- [Task instructions] The answer is a number and nothing else: the count of lines in these entries containing the word "positions".

- [Records for this exercise]
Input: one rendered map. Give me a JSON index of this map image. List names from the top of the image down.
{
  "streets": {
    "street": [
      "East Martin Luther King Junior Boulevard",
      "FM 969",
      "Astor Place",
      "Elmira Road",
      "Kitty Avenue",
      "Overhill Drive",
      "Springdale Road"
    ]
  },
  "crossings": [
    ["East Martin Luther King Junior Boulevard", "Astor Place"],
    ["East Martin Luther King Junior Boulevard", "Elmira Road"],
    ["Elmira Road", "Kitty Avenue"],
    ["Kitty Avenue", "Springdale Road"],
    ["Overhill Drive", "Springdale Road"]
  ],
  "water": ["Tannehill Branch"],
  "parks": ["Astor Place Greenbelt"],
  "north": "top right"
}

---

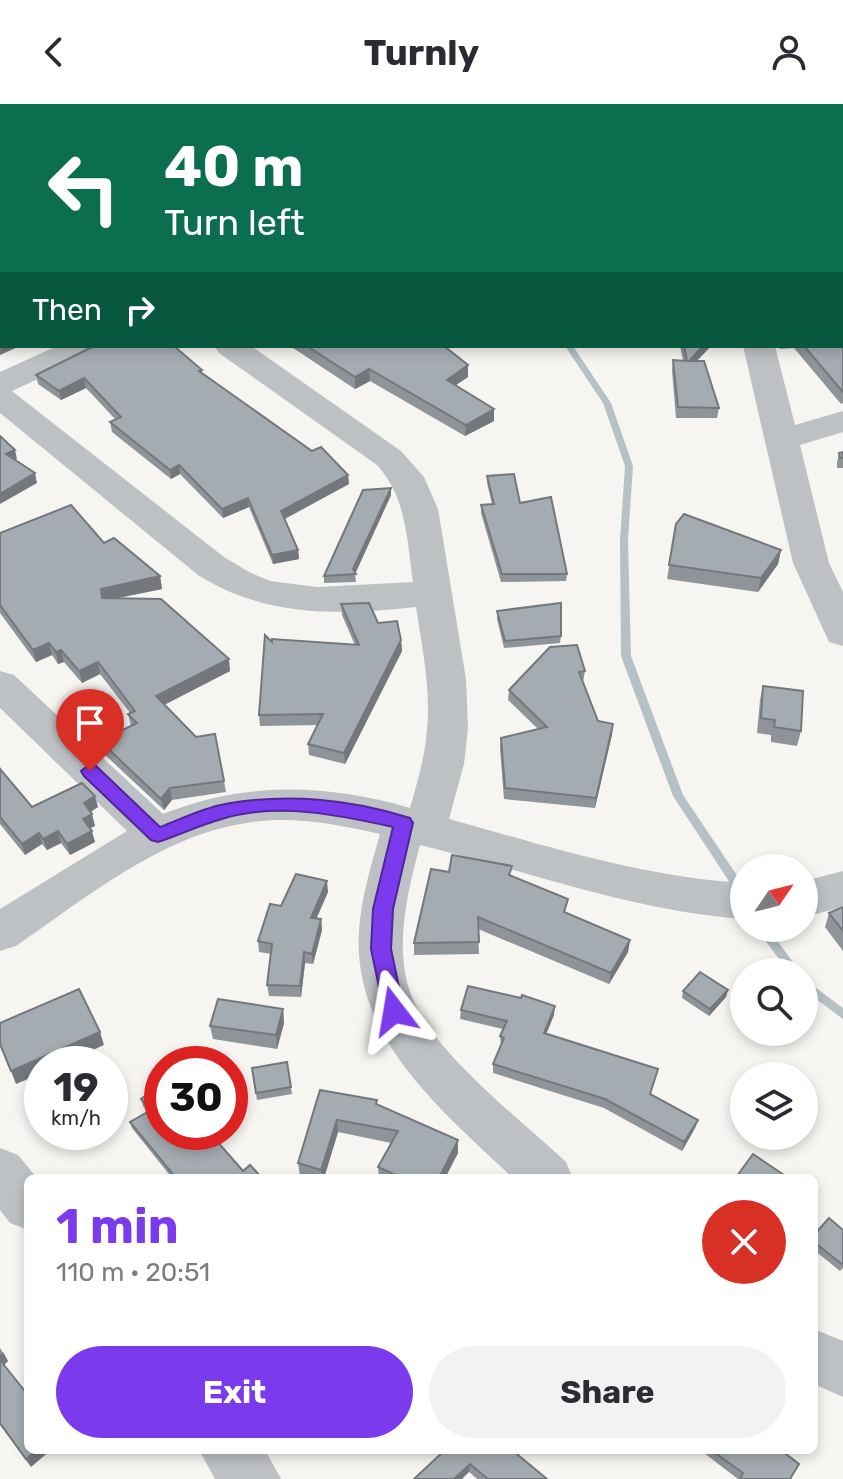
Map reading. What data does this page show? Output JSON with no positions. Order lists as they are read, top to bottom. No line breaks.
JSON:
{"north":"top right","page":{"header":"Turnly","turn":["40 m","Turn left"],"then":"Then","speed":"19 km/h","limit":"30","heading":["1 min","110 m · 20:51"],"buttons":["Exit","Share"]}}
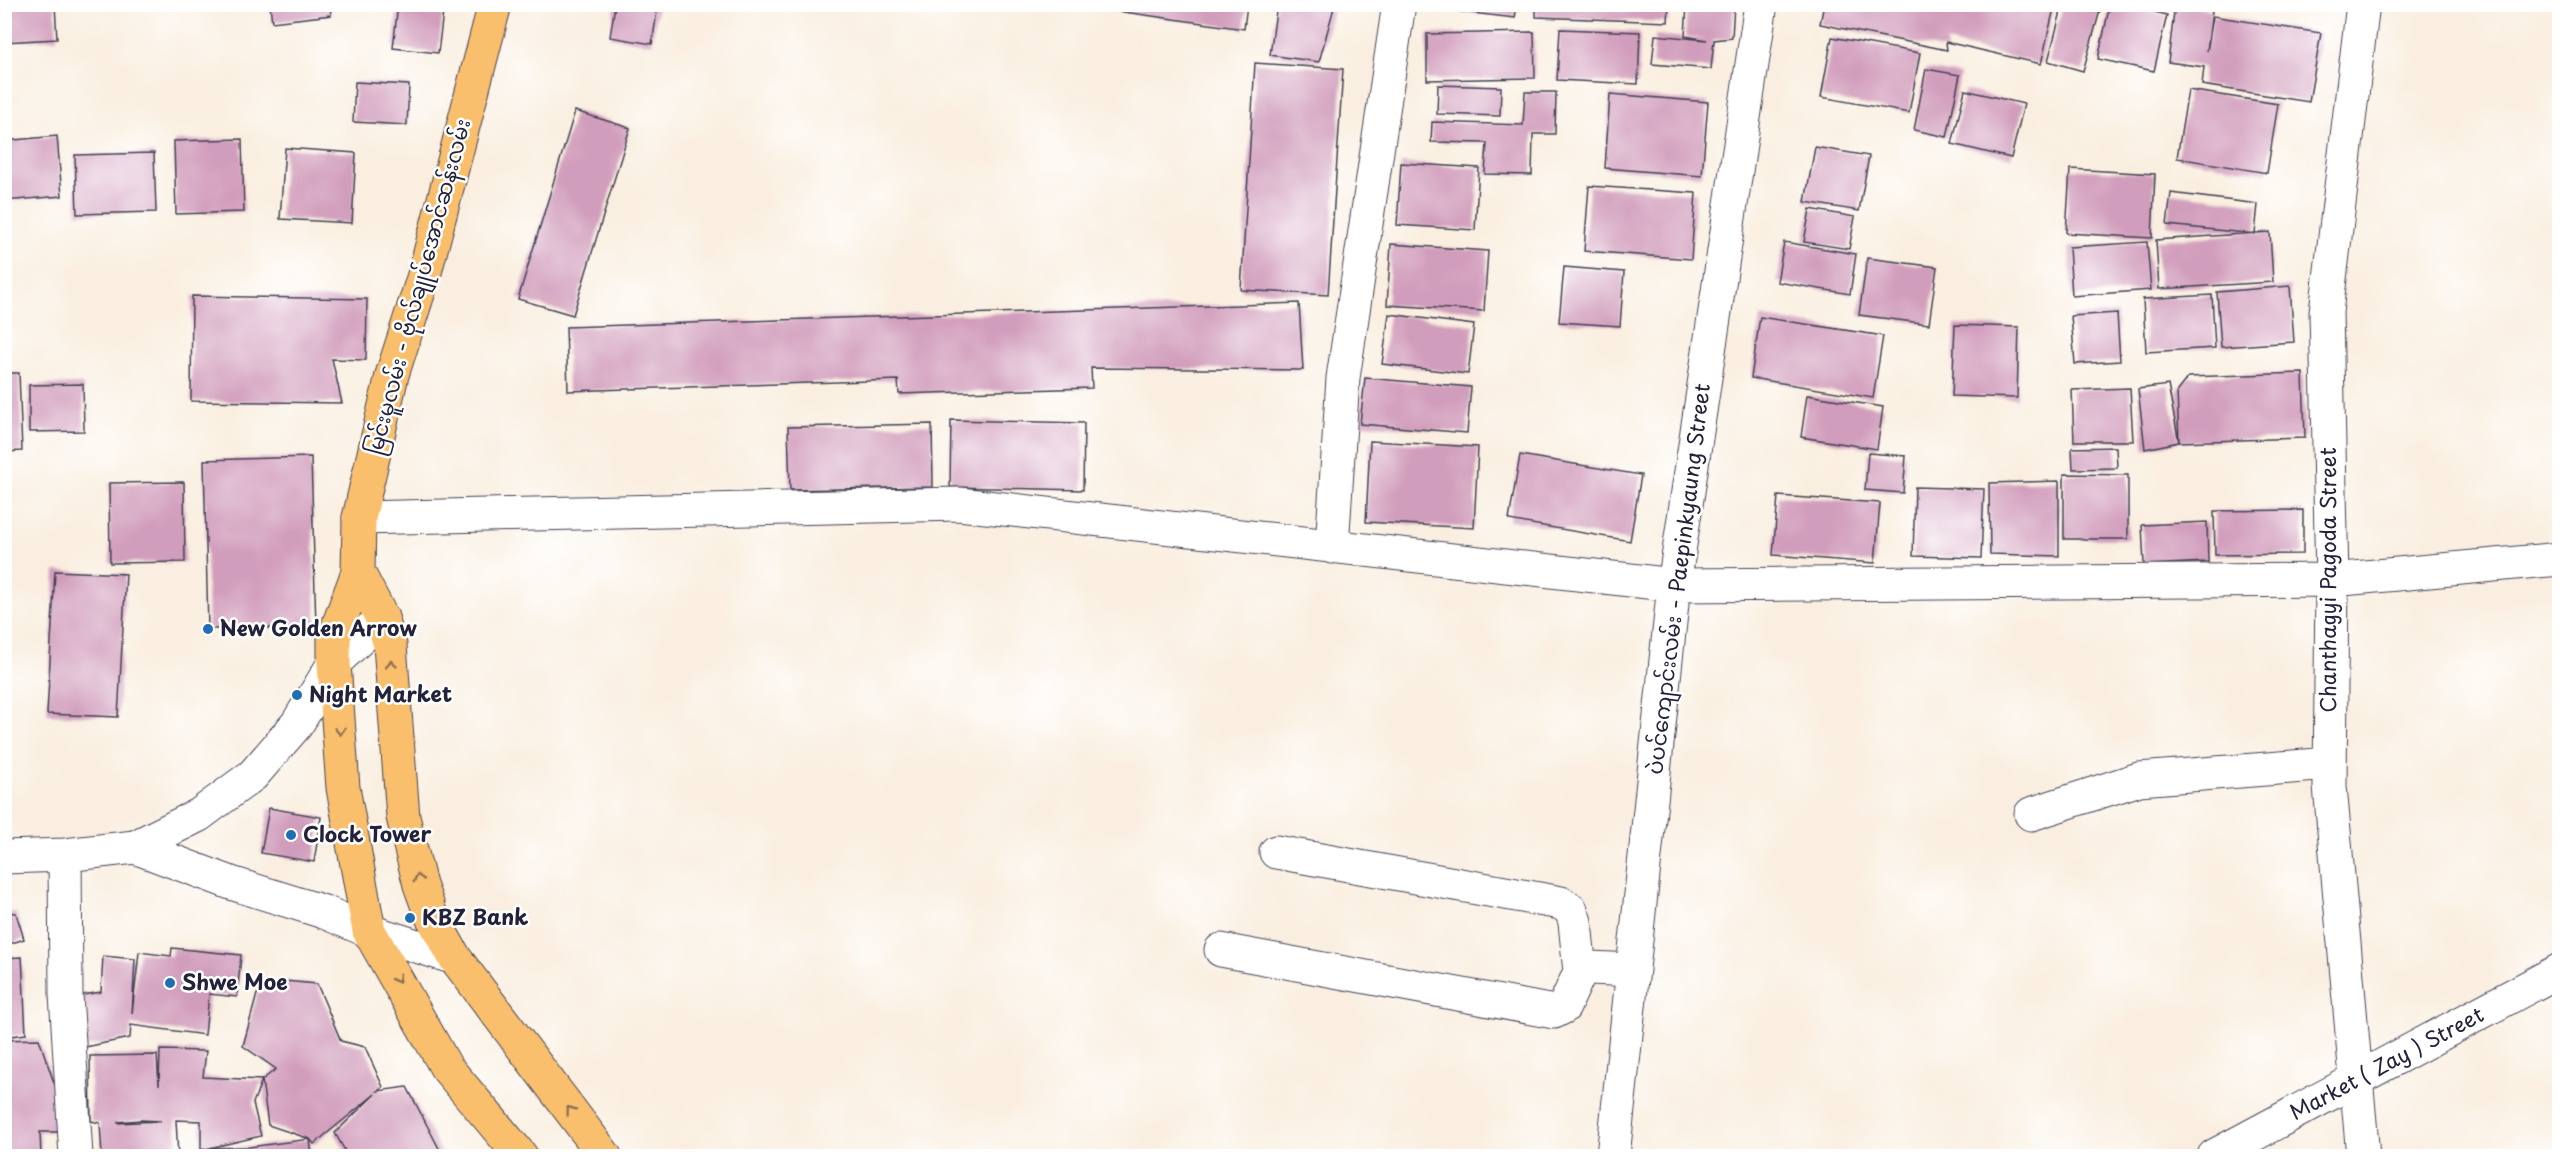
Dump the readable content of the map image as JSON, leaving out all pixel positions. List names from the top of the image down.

- [Task result] 2